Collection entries
+ + +
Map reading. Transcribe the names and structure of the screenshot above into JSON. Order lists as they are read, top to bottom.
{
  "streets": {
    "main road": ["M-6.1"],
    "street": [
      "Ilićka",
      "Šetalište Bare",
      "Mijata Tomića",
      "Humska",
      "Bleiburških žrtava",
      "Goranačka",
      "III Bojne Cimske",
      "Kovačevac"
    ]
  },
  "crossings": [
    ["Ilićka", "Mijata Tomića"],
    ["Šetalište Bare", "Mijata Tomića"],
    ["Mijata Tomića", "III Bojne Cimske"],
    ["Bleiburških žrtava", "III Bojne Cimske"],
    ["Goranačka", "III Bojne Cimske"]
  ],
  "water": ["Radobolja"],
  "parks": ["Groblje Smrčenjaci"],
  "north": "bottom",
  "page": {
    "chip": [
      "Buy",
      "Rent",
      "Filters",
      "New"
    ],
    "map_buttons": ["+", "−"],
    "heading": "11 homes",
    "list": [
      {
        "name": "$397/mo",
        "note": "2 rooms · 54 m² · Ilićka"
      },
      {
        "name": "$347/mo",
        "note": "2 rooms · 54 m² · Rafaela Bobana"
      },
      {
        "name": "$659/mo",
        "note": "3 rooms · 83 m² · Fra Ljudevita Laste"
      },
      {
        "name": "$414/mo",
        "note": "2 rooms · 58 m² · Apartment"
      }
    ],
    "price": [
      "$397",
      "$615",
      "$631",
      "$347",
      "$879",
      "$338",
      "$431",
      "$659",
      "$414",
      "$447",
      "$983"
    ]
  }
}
+ + +
Task to complete: Copy out every record above exactly as written.

Task response:
Map reading. Transcribe the names and structure of the screenshot above into JSON. Order lists as they are read, top to bottom.
{
  "streets": {
    "main road": ["M-6.1"],
    "street": [
      "Ilićka",
      "Šetalište Bare",
      "Mijata Tomića",
      "Humska",
      "Bleiburških žrtava",
      "Goranačka",
      "III Bojne Cimske",
      "Kovačevac"
    ]
  },
  "crossings": [
    ["Ilićka", "Mijata Tomića"],
    ["Šetalište Bare", "Mijata Tomića"],
    ["Mijata Tomića", "III Bojne Cimske"],
    ["Bleiburških žrtava", "III Bojne Cimske"],
    ["Goranačka", "III Bojne Cimske"]
  ],
  "water": ["Radobolja"],
  "parks": ["Groblje Smrčenjaci"],
  "north": "bottom",
  "page": {
    "chip": [
      "Buy",
      "Rent",
      "Filters",
      "New"
    ],
    "map_buttons": ["+", "−"],
    "heading": "11 homes",
    "list": [
      {
        "name": "$397/mo",
        "note": "2 rooms · 54 m² · Ilićka"
      },
      {
        "name": "$347/mo",
        "note": "2 rooms · 54 m² · Rafaela Bobana"
      },
      {
        "name": "$659/mo",
        "note": "3 rooms · 83 m² · Fra Ljudevita Laste"
      },
      {
        "name": "$414/mo",
        "note": "2 rooms · 58 m² · Apartment"
      }
    ],
    "price": [
      "$397",
      "$615",
      "$631",
      "$347",
      "$879",
      "$338",
      "$431",
      "$659",
      "$414",
      "$447",
      "$983"
    ]
  }
}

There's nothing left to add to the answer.